Son sourire reste éclatant mais son regard s’assombrit.
— Non, pas de problème, m’assure-t-il. Je voulais juste un moment en tête en tête avec ma petite fille avant le grand chambardement. Dès que nous commencerons à descendre le versant de cette colline, plus rien ne sera comme avant.
— Je sais.
— Tu es nerveuse ?
— Je crois.
La peur se mêle à une foule d’autres émotions que je ne parviens pas à identifier.
— C’est bizarre de ne pas savoir ce que je vais faire en me levant demain matin.
La plupart de mes camarades de classe ont déjà décidé de leur avenir. Ils savent qu’ils seront apprentis ou s’ils déménageront dans une autre colonie pour trouver du travail. Certains ont même déjà prévu la date de leur mariage. Ce n’est pas mon cas. Mon père m’a bien proposé de travailler avec lui et mes frères, mais je n’ai pas comme eux la main verte. La dernière fois que j’ai aidé mon père, j’ai failli détruire les graines de tournesol qu’il avait mis des mois à créer. Mon domaine à moi, c’est plutôt la mécanique.
— Tu vas devoir affronter la réalité, reprend mon père d’une voix douce. Et n’oublie pas que je serai fier de toi, quoi qu’il arrive.
— Même si je ne suis pas sélectionnée pour le Test ?
— Surtout si tu n’es pas sélectionnée pour le Test, sourit-il en me donnant un petit coup dans l’estomac.
Quand j’étais petite, ça me faisait hurler de rire. Aujourd’hui encore, ça me fait sourire. Certaines choses ne changent pas. C’est rassurant. Pourtant, les paroles de mon père ne me convainquent pas.
Il est allé à l’université. C’est là qu’il a appris à modifier génétiquement les plantes pour qu’elles survivent et se développent dans une terre profondément polluée. Il ne parle pas beaucoup de cette période de sa vie. Pas plus d’ailleurs que de la colonie où il a passé son enfance. Probablement parce qu’il est modeste et ne veut surtout pas nous écraser par son succès.
— Tu penses que je ne serai pas acceptée, c’est ça ?
Mon père fronce les sourcils.
— Je pense que tu te sous-estimes. Tu es très intelligente, Cia. On ne sait jamais qui le comité et on ne connaît pas les critères de sélection. Dans ma classe nous avons été cinq à passer le Test.

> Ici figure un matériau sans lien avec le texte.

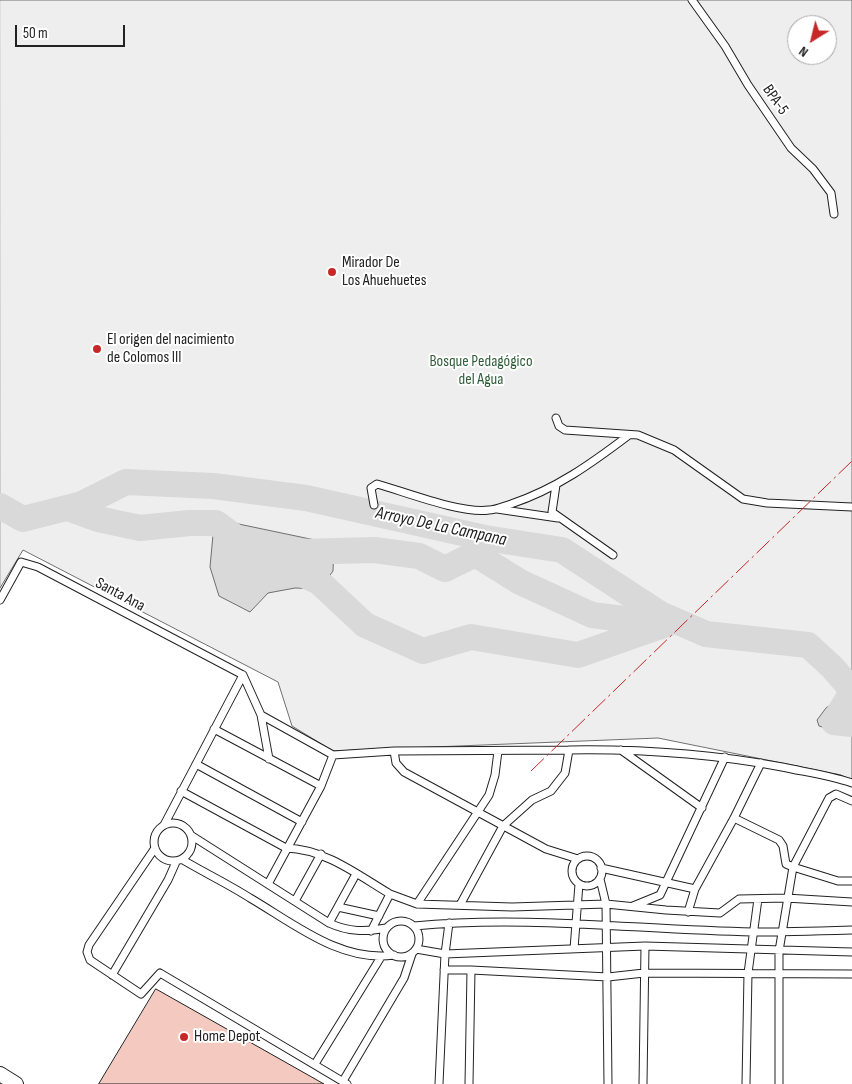 <!DOCTYPE html>
<meta charset="utf-8">
<style>
body{margin:0}
#map{position:relative;width:852px;height:1084px;overflow:hidden;background:#fff;font-family:"Sofia Sans Condensed",sans-serif}
canvas{display:block}
.north{position:absolute;left:787px;top:15px;width:50px;height:50px;box-sizing:border-box;background:#fff;border:1px solid #a7a7a7;border-radius:50%;rotate:216deg;font-size:14px;font-weight:700;line-height:20px;text-align:center;color:#222}
.north::after{content:'';display:block;margin:auto;width:18px;height:22px;background:#c62828;clip-path:polygon(50% 0,100% 100%,50% 72%,0 100%)}
.scale{position:absolute;left:15px;top:25px;width:110px;height:22px;box-sizing:border-box;border:2px solid #222;border-top:0;padding-left:6px;font-size:15px;line-height:18px;white-space:nowrap;color:#222;-webkit-text-stroke:4px #fff;paint-order:stroke}
</style>
<div id="map">
<canvas width="852" height="1084"></canvas>
<div class="north">N</div>
<div class="scale">50 m</div>
</div>
<script>
const g = document.querySelector('canvas').getContext('2d');
g.lineJoin = 'round';
function fillPath(path, color) {
  g.fillStyle = color;
  g.fill(path, 'evenodd');
}
function stroke(path, color, width, dash) {
  g.strokeStyle = color;
  g.lineWidth = width;
  g.lineCap = dash ? 'butt' : 'round';
  g.setLineDash(dash || []);
  g.stroke(path);
}
function drawText(font, color, halo, rows, align = 'center') {
  g.font = font + ' "Sofia Sans Condensed",sans-serif';
  g.lineWidth = 4;
  g.setLineDash([]);
  g.textBaseline = 'middle';
  g.strokeStyle = halo;
  g.fillStyle = color;
  for (const [text, x, y, turn = 0] of rows) {
    g.save();
    g.translate(x, y);
    g.rotate((+turn || 0) * Math.PI / 180);
    g.textAlign = isNaN(turn) ? turn : align;
    if (halo) g.strokeText(text, 0, 0);
    g.fillText(text, 0, 0);
    g.restore();
  }
}
const green = new Path2D(`
 M 0,0 L 852,0 L 852,780 L 841,775 L 658,738 L 333,751 L 292,726 L 278,682 L 23,550 L 0,588 ZM 797,25 L 827,25 L 827,55 L 797,55 Z`);
fillPath(green, '#eee');
stroke(green, '#6f6f6f', 1);
const water = new Path2D(`
 M 229,522 L 334,544 L 333,571 L 320,589 L 295,588 L 268,593 L 250,612 L 219,596 L 210,567 L 213,535 Z
 M 835,703 L 838,705 L 842,717 L 840,723 L 829,729 L 819,726 L 817,720 L 826,708 Z`);
fillPath(water, '#d9d9d9');
stroke(water, '#6f6f6f', 1);
stroke(new Path2D(`
 M 0,506 L 23,519 L 82,504 L 126,482 L 213,486 L 306,498 L 485,538 L 562,550 L 660,614 L 706,634 L 808,645 L 832,667 L 852,690
 M 68,508 L 98,519 L 140,528 L 189,523 L 216,523 L 250,548
 M 298,552 L 374,550 L 419,556 L 445,569 L 475,554 L 520,582 L 592,615 L 632,620 L 659,627
 M 291,569 L 319,582 L 365,625 L 423,651 L 471,637 L 578,655 L 675,621
 M 852,692 L 834,722 L 852,724`), '#d9d9d9', 26);
const building = new Path2D(`
 M 156,989 L 324,1084 L 99,1084 Z`);
fillPath(building, '#f3c9c0');
stroke(building, '#222', 1);
const service = new Path2D(`
 M 692,0 L 725,46 L 748,85 L 791,148 L 813,169 L 831,193 L 834,214
 M 556,418 L 559,426 L 565,430 L 638,435 L 674,450 L 743,499 L 767,503 L 852,507
 M 556,485 L 552,512 L 613,555
 M 374,505 L 371,488 L 377,484 C 406,492 461,514 489,510 C 496,510 504,506 511,504 C 556,489 592,463 629,435
 M 497,509 L 558,518
 M 0,600 L 21,562 L 38,567 L 243,675
 M 243,675 L 261,715 L 333,755 L 321,786 L 268,884
 M 261,715 L 269,759
 M 214,729 L 321,786
 M 569,750 L 394,751 L 396,763 L 404,772 L 546,849 L 578,859
 M 621,750 L 702,808
 M 333,755 L 394,751
 M 196,764 L 302,822
 M 181,791 L 286,848 C 325,849 358,875 390,894
 M 734,818 L 779,840 L 783,846 L 786,864 L 793,867 L 829,798 L 836,794 L 852,801
 M154 842a19 19 0 1 1 38 0a19 19 0 1 1-38 0Z
 M 164,825 L 243,675
 M 192,836 L 329,923 C 349,932 365,932 386,928
 M 155,848 L 89,945 L 87,952 L 90,960 L 141,994 L 160,973 L 347,1084
 M572 871a15 15 0 1 1 30 0a15 15 0 1 1-30 0Z
 M 183,860 C 205,873 228,884 250,898 C 293,923 341,963 394,955
 M 601,868 L 695,889
 M 600,879 L 606,904 L 608,1084
 M 295,901 L 321,854
 M 417,904 L 489,795 L 495,775 L 498,751
 M 460,905 L 503,826 L 532,800 L 551,791 L 565,773 L 569,750 C 640,749 712,754 782,767 C 805,772 829,775 852,783
 M 633,906 L 660,895 L 725,757
 M 338,907 L 379,916
 M 688,912 L 695,889 L 734,818 L 761,763
 M383 939a18 18 0 1 1 36 0a18 18 0 1 1-36 0Z
 M 329,923 L 356,874
 M 414,926 C 527,915 640,930 753,932 C 786,932 819,931 852,930
 M 371,931 L 390,894 L 417,904 L 512,907 L 606,904 L 666,910 L 720,913 L 739,899 L 786,898 L 852,902
 M 416,949 L 445,954 L 645,946 L 852,952
 M 574,949 L 579,884
 M 444,970 L 471,970
 M 112,975 L 168,880 L 176,862
 M 315,1064 L 381,957
 M 343,1081 L 404,978 L 412,954
 M 439,1084 L 445,954 L 449,923
 M 469,1084 L 471,970 L 608,977 L 644,973 L 852,974
 M 643,1084 L 645,946
 M 746,1084 L 748,973 L 758,899
 M 779,1084 L 779,951 L 793,867 L 838,881 L 852,881`);
const minor = new Path2D(`
 M 0,1074 L 16,1084`);
stroke(service, '#222', 9);
stroke(minor, '#222', 16);
stroke(service, '#fff', 7);
stroke(minor, '#fff', 14);
stroke(new Path2D(`
 M 531,771 L 852,461`), '#c62828', 1, [18, 4, 2.5, 4]);
for (const [x, y, r, color] of [
 [332,272,5,"#c62828"],
 [97,349,5,"#c62828"],
 [184,1037,5,"#c62828"]
]) {
  const dot = new Path2D();
  dot.arc(x, y, r, 0, 2 * Math.PI);
  g.fillStyle = color;
  g.fill(dot);
  stroke(dot, '#fff', 2);
}
drawText('16px', '#222', '#fff', [
 ["BPA-5",775,100,55],
 ["Santa Ana",120,595,28]
]);
drawText('16px', '#222', '#fff', [
 ["Mirador De",342,263],
 ["Los Ahuehuetes",342,281],
 ["El origen del nacimiento",107,340],
 ["de Colomos III",107,358],
 ["Home Depot",194,1037]
], 'left');
drawText('16px', '#2f5e38', '#fff', [
 ["Bosque Pedagógico",481,362],
 ["del Agua",481,380]
]);
drawText('italic 18px', '#222', '#fff', [
 ["Arroyo De La Campana",441,527,12]
]);
</script> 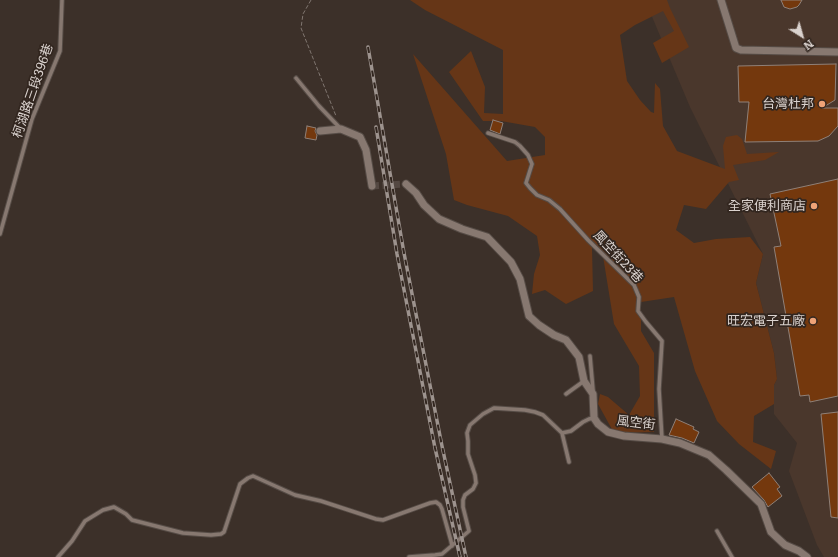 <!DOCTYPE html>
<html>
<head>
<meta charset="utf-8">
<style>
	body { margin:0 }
	#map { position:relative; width:838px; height:557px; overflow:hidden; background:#3c3029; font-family:Literata,serif }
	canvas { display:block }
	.north { position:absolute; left:782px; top:16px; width:40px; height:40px; -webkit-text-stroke:3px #32261f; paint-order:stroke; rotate:143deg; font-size:11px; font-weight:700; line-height:16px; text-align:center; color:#dad2ce }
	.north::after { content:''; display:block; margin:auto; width:14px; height:18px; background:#dad2ce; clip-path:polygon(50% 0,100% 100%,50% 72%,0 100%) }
</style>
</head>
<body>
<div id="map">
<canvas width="838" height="557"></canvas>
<div class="north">N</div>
</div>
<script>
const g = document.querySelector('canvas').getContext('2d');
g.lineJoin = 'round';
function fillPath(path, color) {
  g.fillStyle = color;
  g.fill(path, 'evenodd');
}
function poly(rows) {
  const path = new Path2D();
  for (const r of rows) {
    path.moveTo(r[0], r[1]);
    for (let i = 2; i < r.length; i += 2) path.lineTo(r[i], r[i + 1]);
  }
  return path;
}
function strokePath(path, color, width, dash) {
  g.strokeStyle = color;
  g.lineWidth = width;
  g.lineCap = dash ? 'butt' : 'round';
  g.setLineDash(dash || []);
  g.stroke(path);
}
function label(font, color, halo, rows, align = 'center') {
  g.font = font + ' Literata,"Noto Sans TC",serif';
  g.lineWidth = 3.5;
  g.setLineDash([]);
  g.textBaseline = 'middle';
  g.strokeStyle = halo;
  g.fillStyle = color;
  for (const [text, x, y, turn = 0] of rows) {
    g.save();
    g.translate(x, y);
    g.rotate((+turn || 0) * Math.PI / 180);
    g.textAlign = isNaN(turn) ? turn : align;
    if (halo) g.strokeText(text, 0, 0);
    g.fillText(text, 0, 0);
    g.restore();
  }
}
fillPath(poly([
	[645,0,838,0,838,557,824,557,817,545,789,471,797,443,774,414,774,385,777,379,774,353,756,283,763,254,690,107]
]), '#4a372c');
fillPath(poly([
	[410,0,667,0,670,8,689,47,662,63,653,43,674,31,663,11,635,25,620,35,627,81,640,100,651,112,654,113,655,83,660,89,663,126,677,151,725,169,723,146,726,137,737,135,742,139,747,154,779,152,765,160,733,165,739,180,729,182,706,209,684,205,676,230,694,243,716,239,750,237,763,254,756,283,774,353,777,379,774,385,774,404,754,416,753,442,776,451,771,469,739,444,717,421,695,371,674,297,641,302,641,331,654,353,654,432,614,433,598,404,600,394,608,397,629,415,640,396,639,366,614,324,602,250,592,248,593,291,566,304,545,290,532,294,534,274,540,255,537,236,508,216,467,205,454,200,446,154,413,54,507,161,545,155,545,137,535,127,501,121,483,121,449,72,471,51,485,87,484,113,503,114,503,50,425,10]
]), '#663617');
const building = poly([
	[781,0,802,0,799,5,797,7,790,9,784,7,781,0],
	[836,64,835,100,822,108,838,108,838,126,829,136,818,141,745,142,749,102,739,102,738,66,836,64],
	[493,120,503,123,500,134,490,130,493,120],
	[307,126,316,128,315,131,317,135,316,140,305,138,307,126],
	[838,179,838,396,810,402,809,395,800,396,774,247,781,246,770,194,838,179],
	[838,412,838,518,831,517,821,414,838,412],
	[676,419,694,427,693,429,699,432,694,443,682,438,669,435,676,419],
	[769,473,780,487,777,489,782,496,768,507,764,500,752,487,769,473]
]);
fillPath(building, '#74380d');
strokePath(building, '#8f8078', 1);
strokePath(poly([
	[372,186,406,184]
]), '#544842', 7, [7, 3.5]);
const service = poly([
	[296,78,319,106,340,128],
	[488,133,515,142,520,146,528,155,532,164,526,183,530,188,537,195,549,200,560,209,588,240,634,285,639,297,638,311,646,322,662,341,659,389,662,439],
	[0,234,32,119,60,51,62,0],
	[590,356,593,390],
	[566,394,584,381],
	[562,433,569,462],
	[717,531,732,557],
	[58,557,72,541,85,521,103,510,114,507,126,514,132,520,183,533,211,535,221,534,224,532,240,484,248,478,253,476,295,495,321,501,376,519,383,520,430,503,436,502,440,505,442,509,451,541,452,546],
	[409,557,435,555,442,554,469,531,463,507,463,500,465,495,473,489,476,483,475,475,468,454,468,441,467,433,470,425,483,414,494,408,525,410,535,412,543,415,562,433,571,431,583,422,589,419,594,418]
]);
const minor = poly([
	[721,0,736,48,741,50,838,52],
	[320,131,341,129,360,137,366,150,372,186],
	[406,184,416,193,424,205,439,219,462,229,487,237,511,262,520,279,529,316,539,325,554,335,566,340,579,357,584,381,593,394,594,418,598,424,608,432,624,436,662,439,680,443,709,455,726,470,761,504,771,532,785,545,799,551,807,557]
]);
strokePath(service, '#564c46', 5.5);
strokePath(minor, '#564c46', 9);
strokePath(poly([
	[311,0,303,14,301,28,336,116]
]), '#817771', 1, [4, 2]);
strokePath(service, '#877870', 3.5);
strokePath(minor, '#877870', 7);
const rail = poly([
	[368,47,404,253,442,446,466,557],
	[376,127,397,254,435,448,460,557]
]);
strokePath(rail, '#9d938e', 3.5);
strokePath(rail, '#32261f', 2, [6]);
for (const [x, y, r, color] of [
	[822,104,4,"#efa377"],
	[814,206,4,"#efa377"],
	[813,321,4,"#efa377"]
]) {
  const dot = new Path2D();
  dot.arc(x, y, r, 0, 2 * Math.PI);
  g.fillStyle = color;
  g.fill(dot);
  strokePath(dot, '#32261f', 1.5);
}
label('13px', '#dad2ce', '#32261f', [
	["柯湖路三段396巷",33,91,-71],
	["風空街23巷",618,257,47],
	["風空街",636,423,7]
]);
label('13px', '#dad2ce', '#32261f', [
	["台灣杜邦",814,104],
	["全家便利商店",806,206],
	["旺宏電子五廠",805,321]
], 'right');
</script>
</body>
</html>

Les quatre autres avaient de meilleurs résultats scolaires que moi mais je suis le seul à être entré à l’université. Le Test n’est pas toujours juste et ce n’est pas une fin en soi.
— Mais tu es content d’être allé à l’université, ai-je protesté. Si tu n’avais pas fait d’études, tu ne serais pas capable de réaliser tous ces miracles !
À deux pas de nous, un pommier explose de fleurs, autant de promesses de fruits délicieux dans quelques mois. Non loin, des buissons de myrtilles poussent à côté de marguerites et d’autres fleurs dont j’ignore le nom. Sans mon père, rien de tout ça n’existerait. Quand j’étais petite, cette colline n’hébergeait que des plantes rabougries aux fruits rares ou inexistants. À cette époque, nous avions souvent l’estomac vide. Quand il a pris en main les cultures, tout a changé. Bien sûr, nous devons toujours faire attention à ne pas gaspiller, mais la faim n’est plus un problème.
— Je ne peux ni me réjouir ni me désoler d’être allé à l’université, a soupiré mon père. Je n’ai pas eu le choix.
Son regard se perd dans le vague pendant un moment, puis il sourit de nouveau. Mais les nuages n’ont pas quitté ses yeux.
— Si je n’étais pas allé à l’université, je ne serais jamais venu vivre ici et je n’aurais pas rencontré ta mère. Qu’est-ce que je serais devenu sans elle et sans vous ?
— Probablement un vieux garçon qui vivrait chez ses parents et dont la mère se demanderait chaque jour quand il va se marier.
Il m’ébouriffe les cheveux, les yeux pétillants de malice.
— Un destin pire que la mort, rit-il.
C’est aussi ce que je pense à chaque fois que ma mère répète à Zeen qu’il passe à côté de sa vie.
— Allons-y, lance-t-il, ta mère va faire sonner le tocsin si on traîne plus longtemps. Je veux juste que tu n’oublies jamais une chose : je crois en toi, quoi qu’il arrive.
Son bras sur mon épaule, le mien autour de sa taille, nous franchissons les derniers pas qui nous séparent du sommet de la colline. Je souris mais tout au fond, je me demande, le ventre noué, si papa n’a pas toujours pensé que je n’aurai jamais la capacité d’atteindre son niveau. Que je le décevrai, quoi qu’il arrive.